**Aim of the task**
Where an image occurs, skip it and print the rest of the records verbatim.

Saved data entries
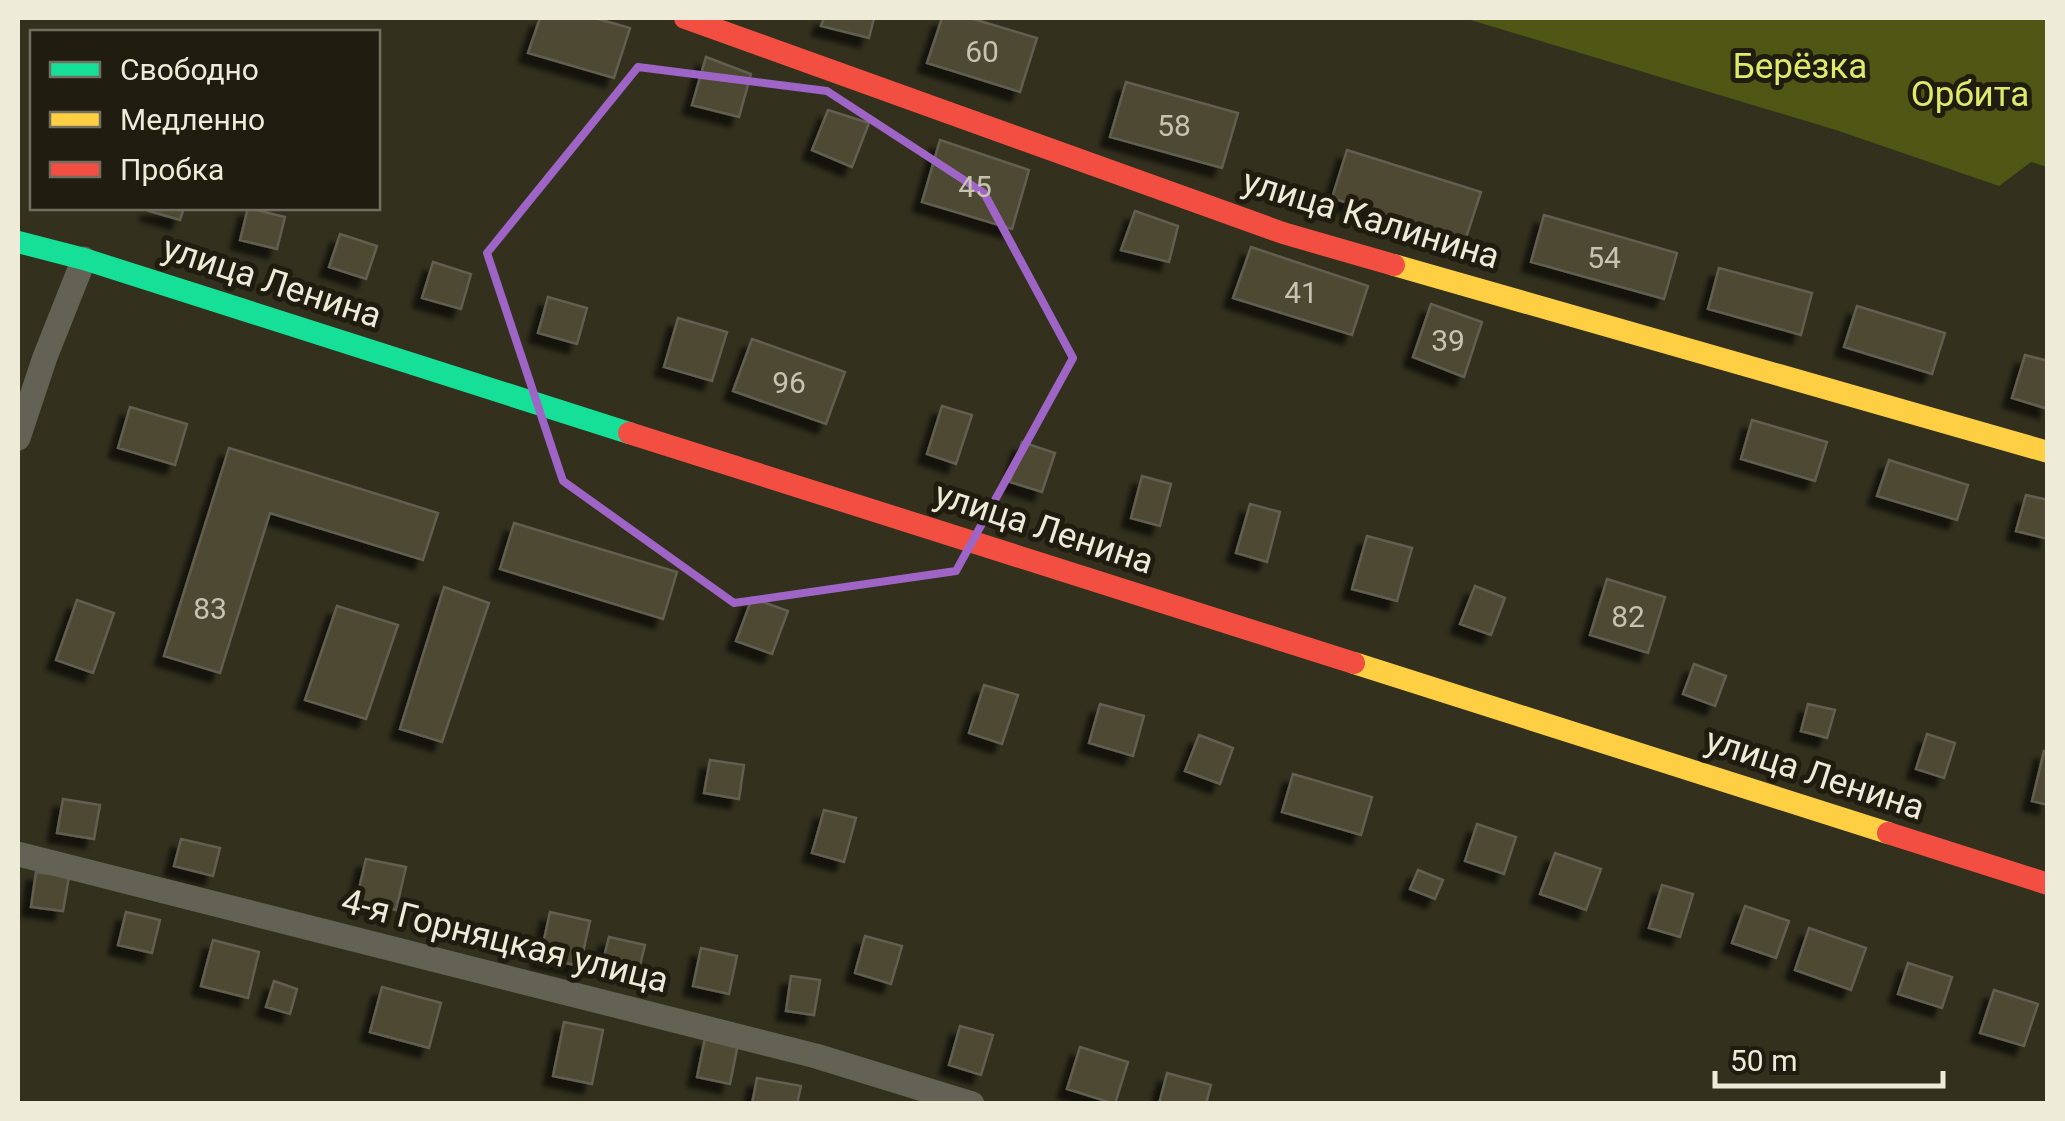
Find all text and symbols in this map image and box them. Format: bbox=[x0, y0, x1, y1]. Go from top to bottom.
legend bbox=[30, 30, 380, 210]
house number: 60 bbox=[965, 34, 999, 69]
park label: Берёзка bbox=[1733, 46, 1867, 87]
text: Свободно bbox=[120, 52, 259, 87]
park label: Орбита bbox=[1911, 74, 2029, 115]
text: Медленно bbox=[120, 102, 265, 137]
house number: 58 bbox=[1157, 108, 1191, 143]
text: Пробка bbox=[120, 152, 224, 187]
street label: улица Калинина bbox=[1238, 160, 1504, 278]
house number: 45 bbox=[958, 169, 992, 204]
street label: улица Ленина bbox=[157, 227, 387, 337]
house number: 54 bbox=[1587, 240, 1621, 275]
house number: 41 bbox=[1284, 275, 1318, 310]
house number: 39 bbox=[1431, 323, 1465, 358]
house number: 96 bbox=[772, 365, 806, 400]
street label: улица Ленина bbox=[929, 473, 1159, 583]
house number: 83 bbox=[193, 591, 227, 626]
house number: 82 bbox=[1611, 599, 1645, 634]
street label: улица Ленина bbox=[1700, 719, 1930, 829]
street label: 4-я Горняцкая улица bbox=[337, 881, 673, 1001]
scale bar bbox=[1715, 1026, 1942, 1088]
text: 50 m bbox=[1730, 1043, 1797, 1078]

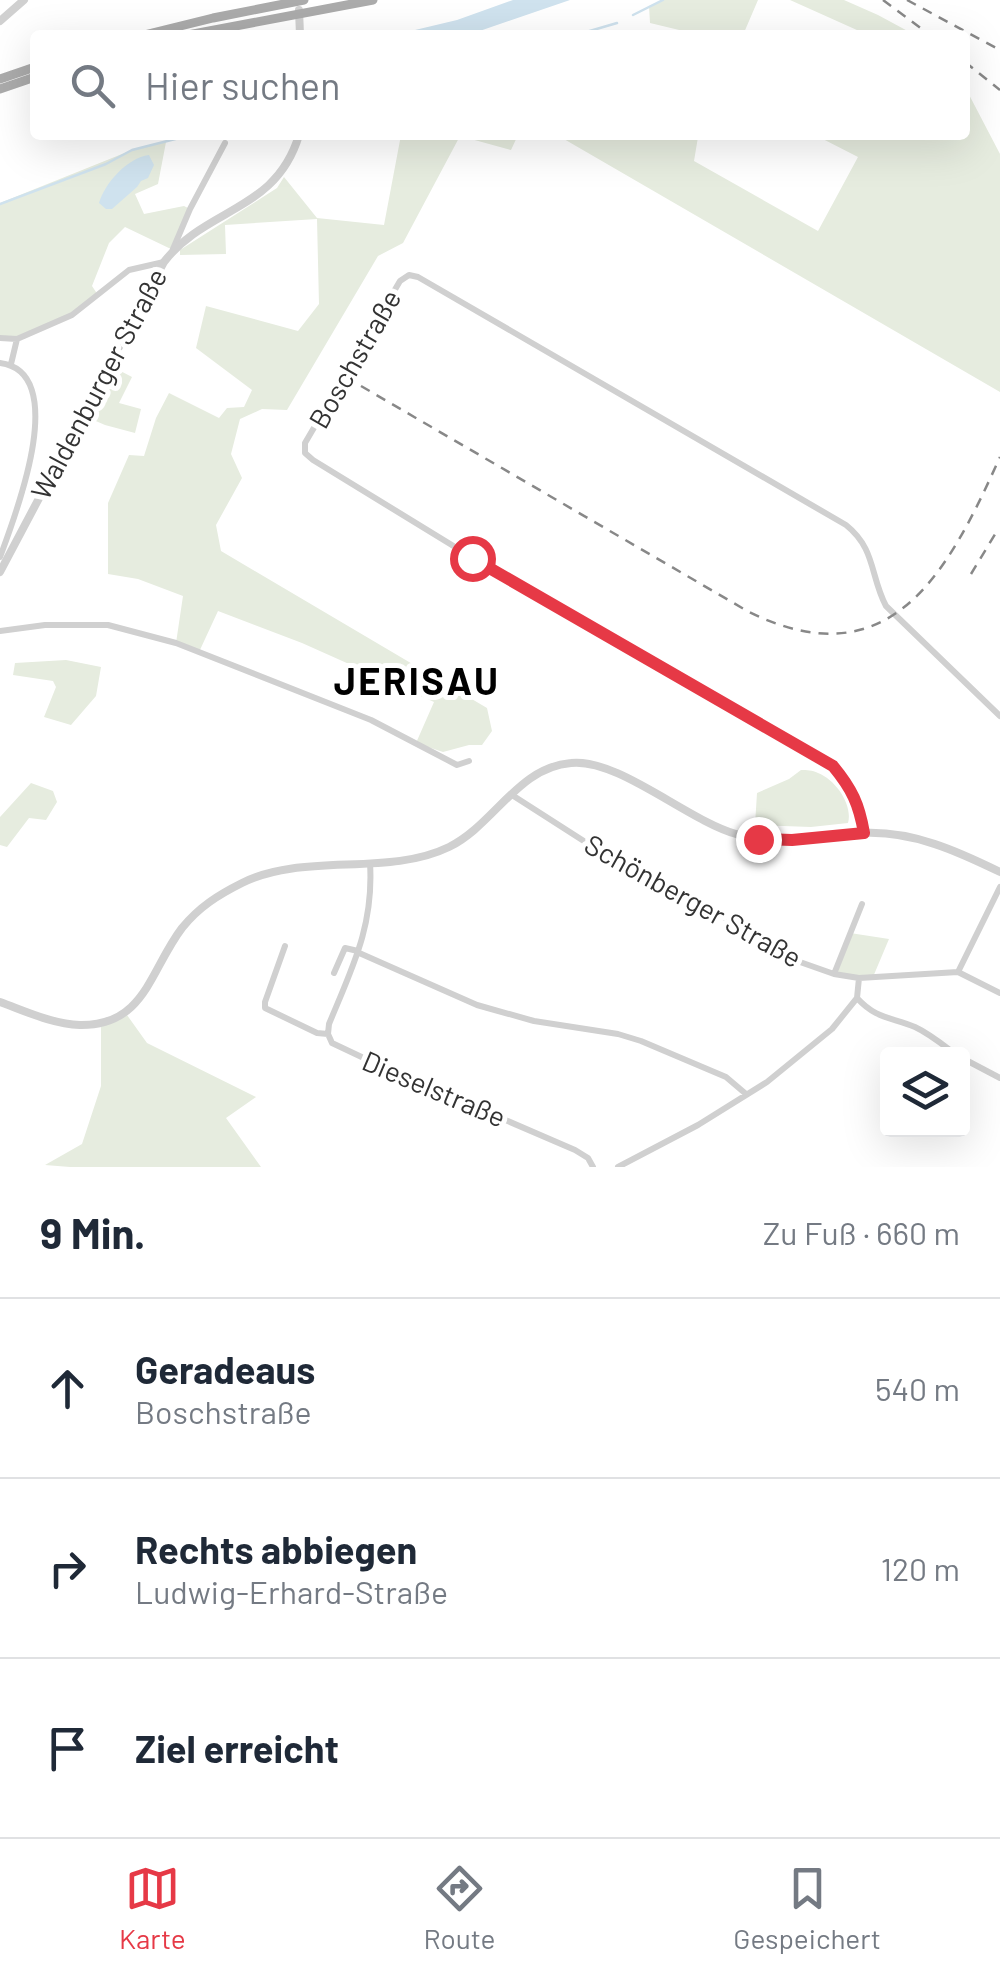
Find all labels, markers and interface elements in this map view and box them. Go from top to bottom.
search box [30,30,970,140]
icon: search [65,58,120,113]
text: Hier suchen [145,62,341,108]
street label: Waldenburger Straße [23,262,173,505]
street label: Boschstraße [301,283,407,434]
route start [450,536,496,582]
district label: JERISAU [334,657,500,703]
route end [736,817,782,863]
street label: Schönberger Straße [579,826,808,974]
street label: Dieselstraße [358,1043,511,1134]
map controls [880,1047,970,1137]
button: layers [880,1047,970,1137]
text: 9 Min. [40,1207,145,1257]
text: Zu Fuß · 660 m [763,1213,960,1251]
text: Geradeaus [135,1346,315,1392]
icon: ahead [40,1361,95,1416]
text: 540 m [875,1369,960,1407]
text: Boschstraße [135,1392,312,1430]
text: Rechts abbiegen [135,1526,417,1572]
icon: right [40,1541,95,1596]
text: 120 m [881,1549,960,1587]
text: Ludwig-Erhard-Straße [135,1572,448,1610]
icon: arrive [40,1721,95,1776]
text: Ziel erreicht [135,1725,339,1771]
tab: Karte [119,1861,186,1955]
tab: Route [423,1861,495,1955]
tab: Gespeichert [733,1861,881,1955]

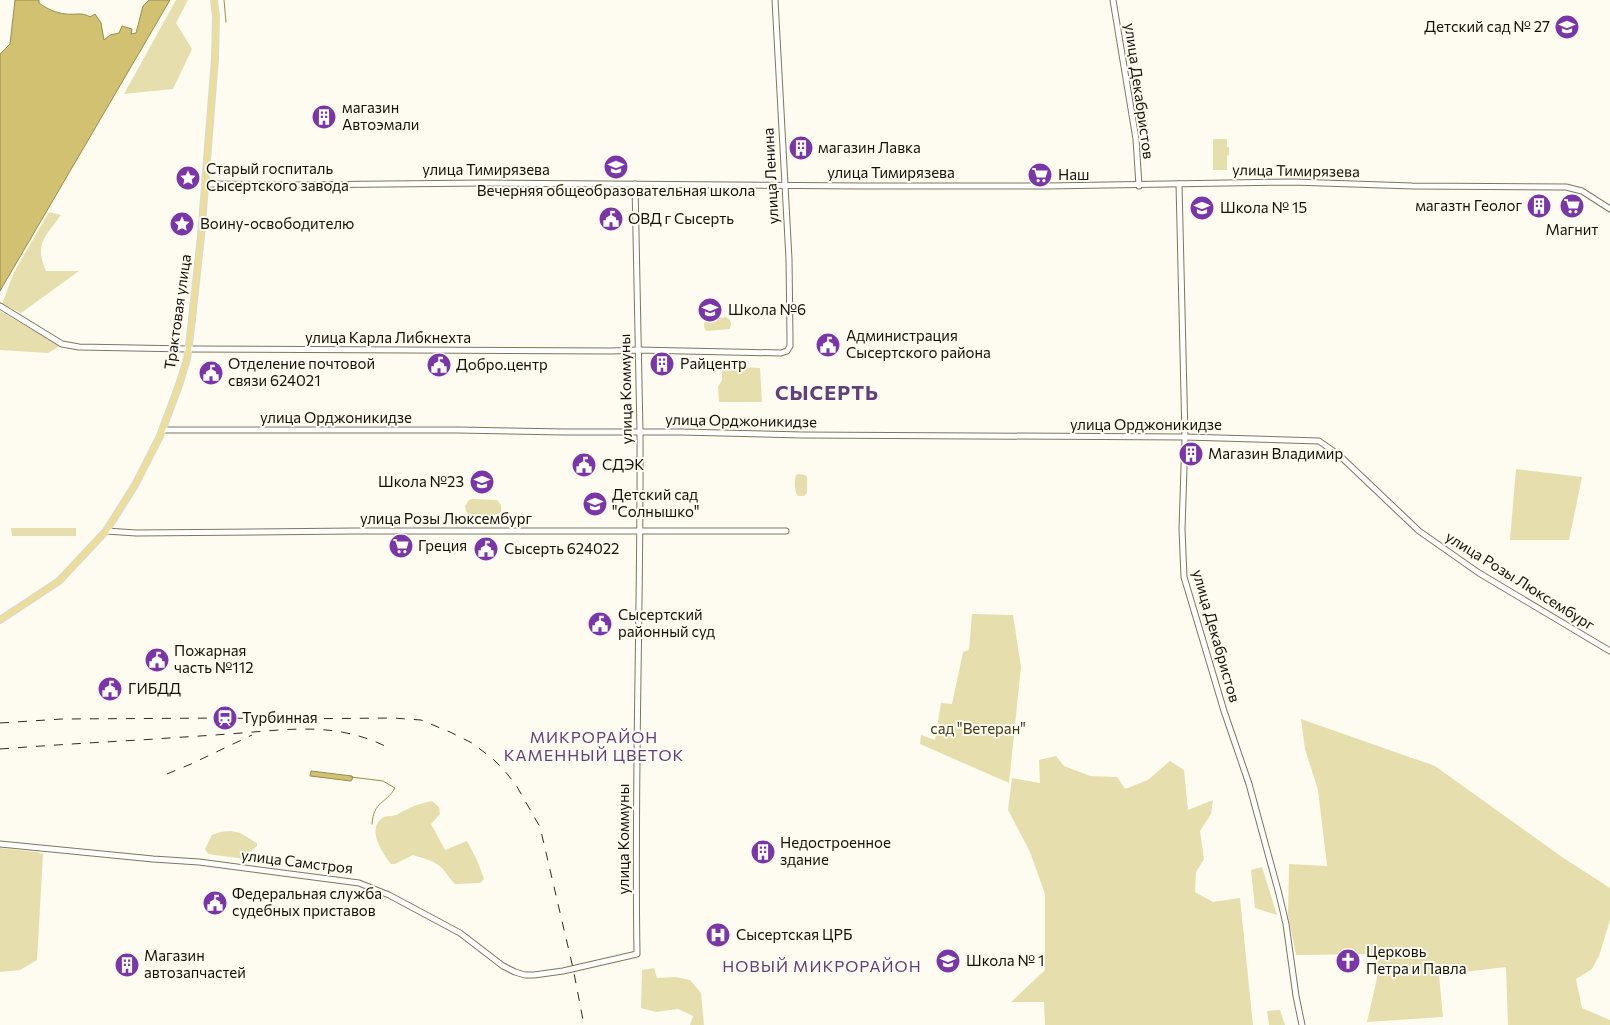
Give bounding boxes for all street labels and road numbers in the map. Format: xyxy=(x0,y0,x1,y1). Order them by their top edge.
street label: улица Декабристов xyxy=(1122,22,1158,160)
street label: улица Ленина xyxy=(758,127,782,225)
street label: улица Тимирязева xyxy=(422,160,550,178)
street label: улица Тимирязева xyxy=(1232,160,1360,180)
street label: улица Тимирязева xyxy=(827,163,955,181)
street label: Трактовая улица xyxy=(160,253,194,371)
street label: улица Карла Либкнехта xyxy=(305,328,471,346)
street label: улица Коммуны xyxy=(615,333,635,445)
street label: улица Орджоникидзе xyxy=(260,408,412,426)
street label: улица Орджоникидзе xyxy=(665,410,817,430)
street label: улица Орджоникидзе xyxy=(1070,415,1222,433)
street label: улица Розы Люксембург xyxy=(360,509,533,527)
street label: улица Розы Люксембург xyxy=(1443,527,1599,634)
street label: улица Декабристов xyxy=(1189,567,1245,704)
street label: улица Коммуны xyxy=(614,784,632,894)
street label: улица Самстроя xyxy=(240,845,354,877)

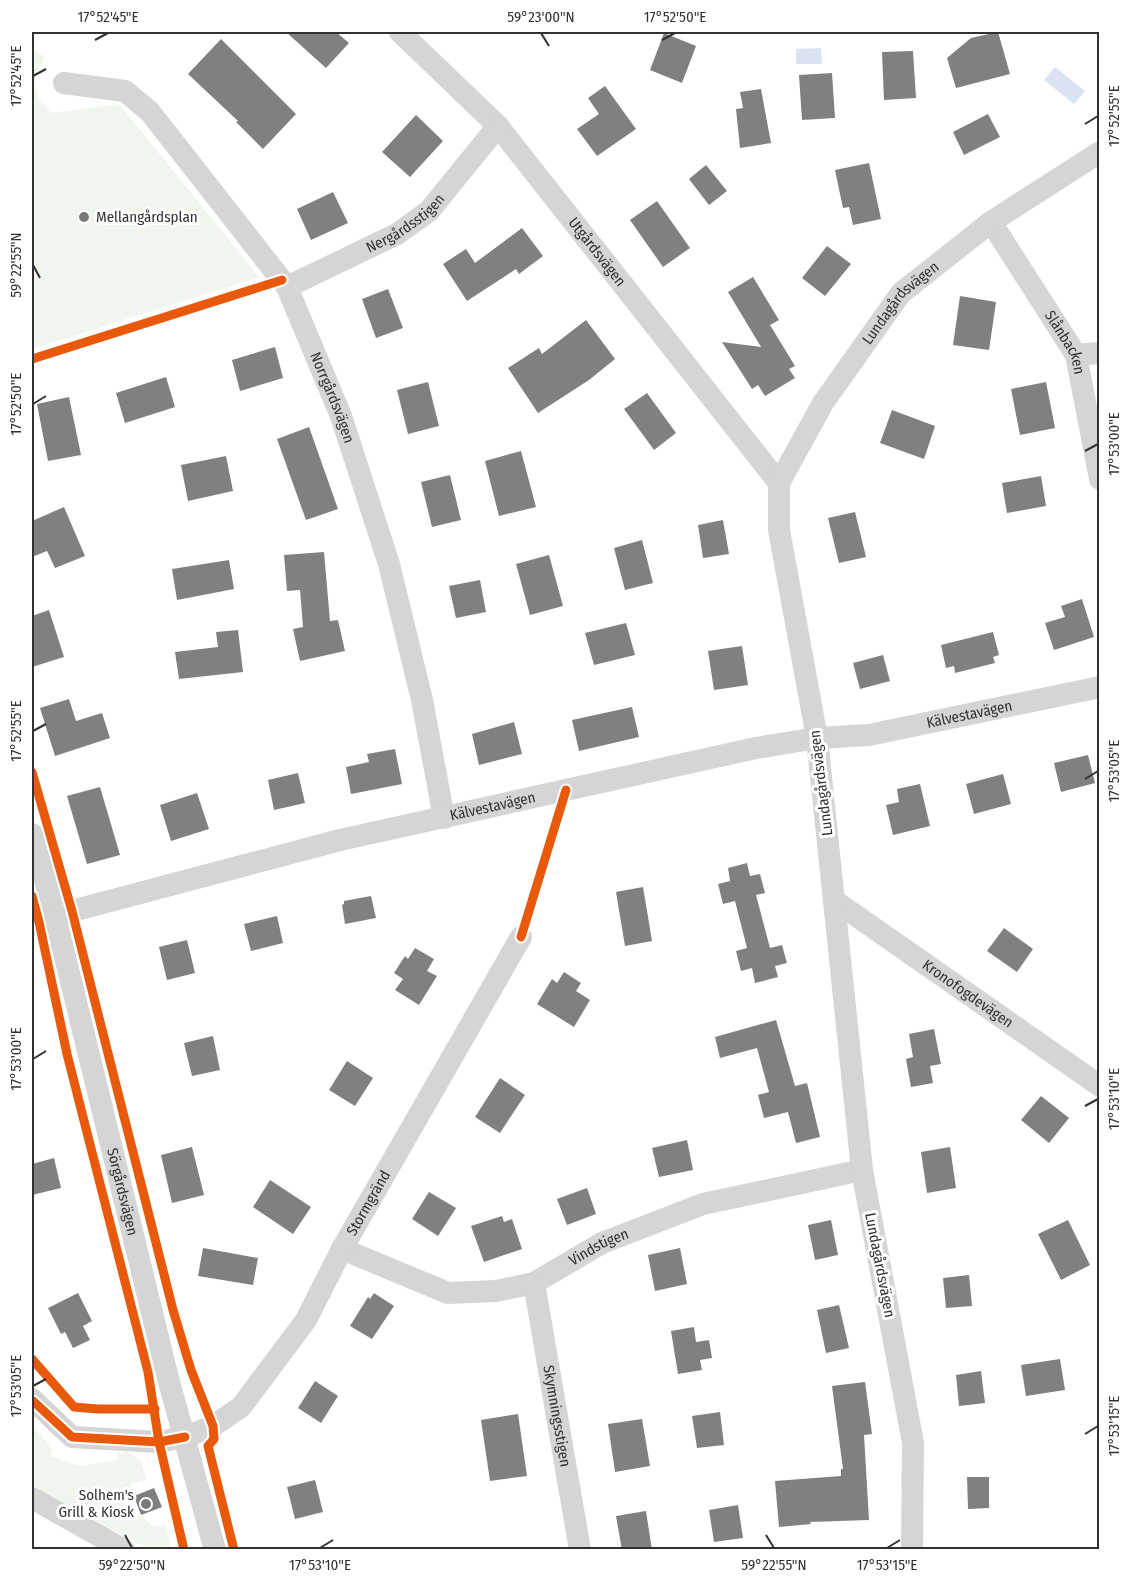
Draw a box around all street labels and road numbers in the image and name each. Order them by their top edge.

**Written solution**
Find all text and symbols in this map image and box them. Format: bbox=[x0, y0, x1, y1]. Go from top to bottom.
legend bbox=[30, 30, 380, 210]
house number: 60 bbox=[965, 34, 999, 69]
park label: Берёзка bbox=[1733, 46, 1867, 87]
text: Свободно bbox=[120, 52, 259, 87]
park label: Орбита bbox=[1911, 74, 2029, 115]
text: Медленно bbox=[120, 102, 265, 137]
house number: 58 bbox=[1157, 108, 1191, 143]
text: Пробка bbox=[120, 152, 224, 187]
street label: улица Калинина bbox=[1238, 160, 1504, 278]
house number: 45 bbox=[958, 169, 992, 204]
street label: улица Ленина bbox=[157, 227, 387, 337]
house number: 54 bbox=[1587, 240, 1621, 275]
house number: 41 bbox=[1284, 275, 1318, 310]
house number: 39 bbox=[1431, 323, 1465, 358]
house number: 96 bbox=[772, 365, 806, 400]
street label: улица Ленина bbox=[929, 473, 1159, 583]
house number: 83 bbox=[193, 591, 227, 626]
house number: 82 bbox=[1611, 599, 1645, 634]
street label: улица Ленина bbox=[1700, 719, 1930, 829]
street label: 4-я Горняцкая улица bbox=[337, 881, 673, 1001]
scale bar bbox=[1715, 1026, 1942, 1088]
text: 50 m bbox=[1730, 1043, 1797, 1078]

Find all labels, markers and interface elements in this map view and box them. Go from top to bottom.
search box [30,30,970,140]
icon: search [65,58,120,113]
text: Hier suchen [145,62,341,108]
street label: Waldenburger Straße [23,262,173,505]
street label: Boschstraße [301,283,407,434]
route start [450,536,496,582]
district label: JERISAU [334,657,500,703]
route end [736,817,782,863]
street label: Schönberger Straße [579,826,808,974]
street label: Dieselstraße [358,1043,511,1134]
map controls [880,1047,970,1137]
button: layers [880,1047,970,1137]
text: 9 Min. [40,1207,145,1257]
text: Zu Fuß · 660 m [763,1213,960,1251]
text: Geradeaus [135,1346,315,1392]
icon: ahead [40,1361,95,1416]
text: 540 m [875,1369,960,1407]
text: Boschstraße [135,1392,312,1430]
text: Rechts abbiegen [135,1526,417,1572]
icon: right [40,1541,95,1596]
text: 120 m [881,1549,960,1587]
text: Ludwig-Erhard-Straße [135,1572,448,1610]
icon: arrive [40,1721,95,1776]
text: Ziel erreicht [135,1725,339,1771]
tab: Karte [119,1861,186,1955]
tab: Route [423,1861,495,1955]
tab: Gespeichert [733,1861,881,1955]

Give bounding boxes for all street labels and road numbers in the map. Format: xyxy=(x0,y0,x1,y1). Order them by their top edge.
street label: улица Декабристов xyxy=(1122,22,1158,160)
street label: улица Ленина xyxy=(758,127,782,225)
street label: улица Тимирязева xyxy=(422,160,550,178)
street label: улица Тимирязева xyxy=(1232,160,1360,180)
street label: улица Тимирязева xyxy=(827,163,955,181)
street label: Трактовая улица xyxy=(160,253,194,371)
street label: улица Карла Либкнехта xyxy=(305,328,471,346)
street label: улица Коммуны xyxy=(615,333,635,445)
street label: улица Орджоникидзе xyxy=(260,408,412,426)
street label: улица Орджоникидзе xyxy=(665,410,817,430)
street label: улица Орджоникидзе xyxy=(1070,415,1222,433)
street label: улица Розы Люксембург xyxy=(360,509,533,527)
street label: улица Розы Люксембург xyxy=(1443,527,1599,634)
street label: улица Декабристов xyxy=(1189,567,1245,704)
street label: улица Коммуны xyxy=(614,784,632,894)
street label: улица Самстроя xyxy=(240,845,354,877)

Draw a box around all street labels and road numbers in the image and name each. Order them by their top edge.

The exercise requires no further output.